Sei que há controvérsias e, de acordo com a ideologia, concepção de Estado e de vida, além de preconceitos e idiossincrasias, o tratamento a ser conferir à filosofia da prisão e à funcionalidade do sistema prisional gera reações emotivas e apaixonadas. Continuo a acreditar, sem ter o monopólio da verdade, que a prisão é um mal, embora necessário. Dela, uma parte não pode sair. Mas a maior parte nela não pode ingressar. Nem sempre há retorno para quem adentra a um ambiente por si comprometido com práticas muito arraigadas e que não são aquelas desejáveis por um estágio civilizatório de nação desenvolvida.

De qualquer forma, quem custeia toda a estrutura carcerária é a população. A mesma de onde saem os clientes da prisão. Ela é que deve refletir sobre suas responsabilidades na prevenção, na educação desde o berço, na crença consistente ou falaciosa na recuperação do ser humano. Pensar que um dia o hoje presidiário será um egresso. Mais dia menos dia, ele deixará o presídio. E então voltará ao convívio.

Como é que ele será recebido? Quais as oportunidades de reinserção nós oferecemos a ele? Existem alternativas à prisão? Todos os crimes devem merecer a mesma pena? Vale a pena insistir neste modelo?
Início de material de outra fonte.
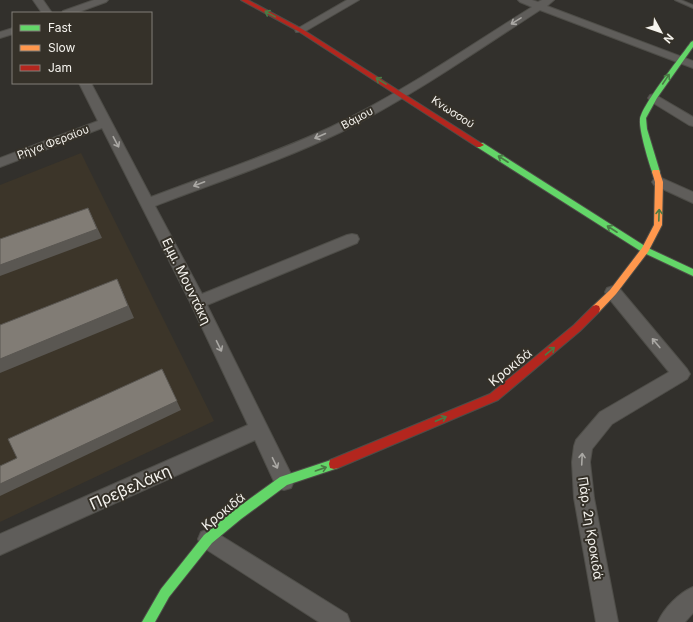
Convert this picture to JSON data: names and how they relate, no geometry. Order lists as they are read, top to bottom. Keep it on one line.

Somos um dos países que mais aprisionam em todo o planeta. Conseguimos com isso reduzir nossos índices de delinquência? Estamos convictos de estar no caminho certo?

São questões que a cidadania deve responder, depois de análise desapaixonada de um assunto que gera discussões, divergências e intransigências. Sejamos humildes para repensar aquilo que consideramos natural e que, no futuro, será utilizado como índice aferidor de nossa indigência cultural.